Respuesta :
1. The Tomek Company's predetermined factory overhead rate for the current year is $5 per direct labor hour.
2. The total amount of underapplied overhead is $13,500.
3. The journal entry to transfer the underapplied overhead to the Cost of Goods Sold account is as follows:
Journal Entry:
Debit Cost of Goods Sold $13,500
Credit Factory Overhead (underapplied) $13,500
What is the predetermined overhead rate?
The predetermined overhead rate allocates manufacturing overhead costs to cost objects (product or service units) based on estimated overhead costs and estimated allocation base.
Using the predetermined rate may give rise to overapplied or underapplied overheads with adjustments to the Cost of Goods Sold.
Data and Calculations:
Budgeted total factory overhead = $305,000
Budgeted total direct labor hours = 61,000
Predetermined overhead rate = $5 ($305,000/61,000)

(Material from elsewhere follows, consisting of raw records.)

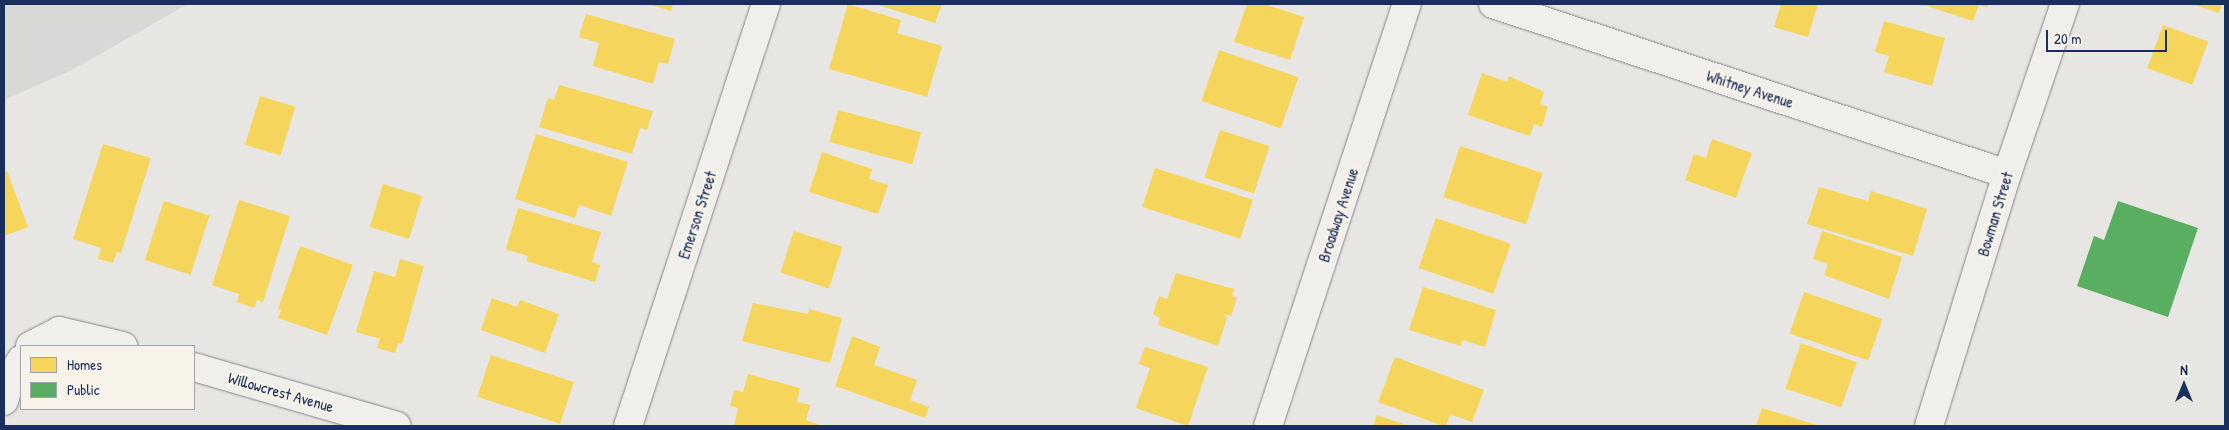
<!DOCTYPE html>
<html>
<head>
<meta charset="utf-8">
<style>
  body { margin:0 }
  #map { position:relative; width:2229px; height:430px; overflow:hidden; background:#e8e6e2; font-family:"Patrick Hand",sans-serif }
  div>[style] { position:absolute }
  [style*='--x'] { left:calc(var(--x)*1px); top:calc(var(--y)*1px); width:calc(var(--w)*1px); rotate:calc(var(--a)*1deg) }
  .built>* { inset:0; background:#d8d8d6 }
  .homes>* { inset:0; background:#f6d55c; transform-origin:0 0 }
  .public>* { inset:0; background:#5aae61 }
  .roads { filter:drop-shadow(0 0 1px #83868d) drop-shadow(0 0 1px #83868d) }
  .minor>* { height:28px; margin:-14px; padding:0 14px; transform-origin:14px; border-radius:14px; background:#f0efeb }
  span { translate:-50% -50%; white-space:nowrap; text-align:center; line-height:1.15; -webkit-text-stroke:5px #f7f3e8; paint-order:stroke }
  .street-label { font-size:16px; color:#1b2f5e }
  .frame { position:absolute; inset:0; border:5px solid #1b2f5e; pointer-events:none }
  .legend { position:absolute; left:20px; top:345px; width:175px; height:65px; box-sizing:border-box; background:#f7f3e8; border:1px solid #9fa5b1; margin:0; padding:6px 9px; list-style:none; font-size:15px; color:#1b2f5e }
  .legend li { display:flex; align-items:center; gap:10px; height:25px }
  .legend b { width:25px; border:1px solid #9fa5b1 }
  .north { position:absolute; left:2159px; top:360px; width:50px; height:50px; -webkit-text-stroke:4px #f7f3e8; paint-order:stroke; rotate:0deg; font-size:14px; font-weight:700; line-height:20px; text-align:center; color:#1b2f5e }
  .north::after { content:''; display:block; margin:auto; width:18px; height:22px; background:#1b2f5e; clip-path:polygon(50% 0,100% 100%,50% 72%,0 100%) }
  .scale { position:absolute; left:2046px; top:30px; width:121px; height:22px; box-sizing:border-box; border:2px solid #1b2f5e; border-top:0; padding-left:6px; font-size:15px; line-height:18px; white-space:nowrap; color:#1b2f5e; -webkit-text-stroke:4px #f7f3e8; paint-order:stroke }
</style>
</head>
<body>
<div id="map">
  <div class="built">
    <i style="clip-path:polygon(4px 4px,188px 4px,72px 70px,4px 100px)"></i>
  </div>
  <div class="homes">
    <i style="clip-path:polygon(648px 4px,673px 4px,671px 11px)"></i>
    <i style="clip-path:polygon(848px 4px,901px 20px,897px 33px,942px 46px,927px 97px,829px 69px)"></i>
    <i style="clip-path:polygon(875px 4px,942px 4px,935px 23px)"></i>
    <i style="clip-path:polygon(1247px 4px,1265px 4px,1304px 17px,1290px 60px,1234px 42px)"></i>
    <i style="clip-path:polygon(1781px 4px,1818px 4px,1808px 37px,1774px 27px)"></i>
    <i style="clip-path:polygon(1921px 4px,1988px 4px,1987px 7px,1979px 5px,1973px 21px)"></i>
    <i style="clip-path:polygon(2192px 4px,2222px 4px,2219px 13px)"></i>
    <i style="clip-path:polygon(586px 14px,675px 39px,668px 64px,659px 62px,653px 84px,593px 66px,599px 43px,579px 37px)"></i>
    <i style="clip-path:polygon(1884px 21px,1945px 38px,1932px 86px,1884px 72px,1889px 56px,1875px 52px)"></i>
    <i style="left:2163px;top:25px;width:48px;height:46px;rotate:20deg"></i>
    <i style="left:1219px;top:50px;width:84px;height:54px;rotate:19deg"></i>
    <i style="clip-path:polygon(1482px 73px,1507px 82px,1509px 76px,1544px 92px,1540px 104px,1548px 107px,1542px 127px,1534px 124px,1530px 136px,1468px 115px)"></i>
    <i style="clip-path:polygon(559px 85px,653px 111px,647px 130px,640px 128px,632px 154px,539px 127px,548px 98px,554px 100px)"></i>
    <i style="left:260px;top:96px;width:37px;height:51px;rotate:17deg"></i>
    <i style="left:838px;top:110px;width:86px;height:33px;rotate:15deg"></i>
    <i style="left:1220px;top:130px;width:52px;height:50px;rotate:18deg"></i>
    <i style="clip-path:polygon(536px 134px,628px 162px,611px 216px,579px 205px,575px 218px,515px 199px)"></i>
    <i style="clip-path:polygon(1712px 139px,1752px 153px,1736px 198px,1685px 180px,1694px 154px,1706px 158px)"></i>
    <i style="clip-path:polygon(103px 144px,151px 158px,121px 253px,117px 252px,113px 263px,98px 259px,101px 248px,73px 239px)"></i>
    <i style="left:1460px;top:146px;width:87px;height:54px;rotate:18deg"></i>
    <i style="clip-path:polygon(822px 152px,872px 169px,869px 179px,888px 185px,878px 214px,809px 192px)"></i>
    <i style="left:1155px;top:168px;width:103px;height:41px;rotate:18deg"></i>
    <i style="clip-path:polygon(7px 171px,28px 227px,4px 236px,4px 172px)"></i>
    <i style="left:383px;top:184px;width:41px;height:45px;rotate:17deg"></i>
    <i style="clip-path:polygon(1819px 187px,1868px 201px,1871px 191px,1927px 209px,1913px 256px,1807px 224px)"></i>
    <i style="clip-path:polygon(239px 200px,290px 216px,263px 302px,257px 300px,254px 308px,237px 302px,239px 294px,212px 285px)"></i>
    <i style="left:164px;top:201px;width:48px;height:62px;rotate:18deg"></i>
    <i style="clip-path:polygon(518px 208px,601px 232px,592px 262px,600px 265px,595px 282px,526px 261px,528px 256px,506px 249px)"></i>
    <i style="left:1436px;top:218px;width:79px;height:53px;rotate:19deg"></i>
    <i style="left:794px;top:231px;width:51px;height:44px;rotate:18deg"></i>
    <i style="clip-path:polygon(1822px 231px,1902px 257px,1889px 299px,1824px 275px,1828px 264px,1813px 259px)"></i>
    <i style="clip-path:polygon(300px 246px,353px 265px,327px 335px,278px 318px,281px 310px,278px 309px)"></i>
    <i style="clip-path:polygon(400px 259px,424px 266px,402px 344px,398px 343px,395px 353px,377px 348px,380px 339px,356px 332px,374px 271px,395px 277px)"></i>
    <i style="clip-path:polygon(1176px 273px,1234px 289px,1232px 296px,1237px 298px,1231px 316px,1224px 314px,1227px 318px,1218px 346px,1158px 325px,1160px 318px,1153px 314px,1159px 296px,1167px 299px)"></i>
    <i style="clip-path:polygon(1423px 287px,1496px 310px,1485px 347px,1462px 340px,1461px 346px,1409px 330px)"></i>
    <i style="left:1804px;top:292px;width:83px;height:44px;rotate:19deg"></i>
    <i style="clip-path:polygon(492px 298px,517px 307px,520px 300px,559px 314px,545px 353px,481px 330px)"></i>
    <i style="clip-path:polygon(753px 303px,808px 314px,809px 309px,842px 318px,830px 363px,742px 341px)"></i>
    <i style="clip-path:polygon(852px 336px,880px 347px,874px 365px,917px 380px,910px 400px,929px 407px,925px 418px,835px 386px)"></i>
    <i style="left:1801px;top:343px;width:59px;height:48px;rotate:19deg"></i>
    <i style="clip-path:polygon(1145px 347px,1208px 367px,1188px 426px,1136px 408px,1150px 368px,1139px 364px)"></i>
    <i style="left:491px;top:355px;width:87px;height:44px;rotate:18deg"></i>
    <i style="clip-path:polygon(1395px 357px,1484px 390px,1472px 422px,1450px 414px,1446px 426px,1443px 426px,1378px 402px)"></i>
    <i style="clip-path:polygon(748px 374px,800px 388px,797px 402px,810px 405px,806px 420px,822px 426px,734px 426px,738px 408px,730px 406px,734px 390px,743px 392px)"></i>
    <i style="clip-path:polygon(1762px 408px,1820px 426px,1756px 426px)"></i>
    <i style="clip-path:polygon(1377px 415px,1409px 426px,1373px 426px)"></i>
  </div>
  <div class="public">
    <i style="clip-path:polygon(2118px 201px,2198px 228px,2168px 317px,2077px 286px,2094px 236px,2104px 240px)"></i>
  </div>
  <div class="roads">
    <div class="minor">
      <i style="--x:1493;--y:4;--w:541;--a:18.3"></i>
      <i style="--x:30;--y:346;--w:33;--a:-27"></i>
      <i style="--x:59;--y:331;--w:66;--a:13.2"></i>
      <i style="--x:194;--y:367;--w:211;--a:16.2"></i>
      <i style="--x:4;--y:401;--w:28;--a:-73"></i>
      <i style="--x:12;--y:374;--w:17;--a:-57"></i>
      <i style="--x:628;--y:426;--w:444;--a:-71.9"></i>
      <i style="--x:1268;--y:426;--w:444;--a:-71.8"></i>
      <i style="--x:1929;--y:426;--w:264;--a:-72.8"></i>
      <i style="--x:2007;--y:174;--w:180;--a:-71.2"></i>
    </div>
  </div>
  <div class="street-label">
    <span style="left:1750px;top:89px;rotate:18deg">Whitney Avenue</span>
    <span style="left:1995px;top:214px;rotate:-73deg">Bowman Street</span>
    <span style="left:697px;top:215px;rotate:-72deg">Emerson Street</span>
    <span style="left:1338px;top:215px;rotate:-72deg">Broadway Avenue</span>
    <span style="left:281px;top:392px;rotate:16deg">Willowcrest Avenue</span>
  </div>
  <div class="frame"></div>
  <ul class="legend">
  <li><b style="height:14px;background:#f6d55c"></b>Homes</li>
  <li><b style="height:14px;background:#5aae61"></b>Public</li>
  </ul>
  <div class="north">N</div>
  <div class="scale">20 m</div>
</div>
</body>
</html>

Actual factory overhead $ 321,000
Actual direct labor hours 61,500
1. The Tomek Company's predetermined factory overhead rate for the current year is $5 per direct labor hour.
2. The total amount of underapplied overhead is $13,500 ($321,000 - $307,500).
Thus, since there was an underapplied overhead, the Cost of Goods Sold will be debited with $13,500 while the Factory Overhead is credited to close the underapplied overhead.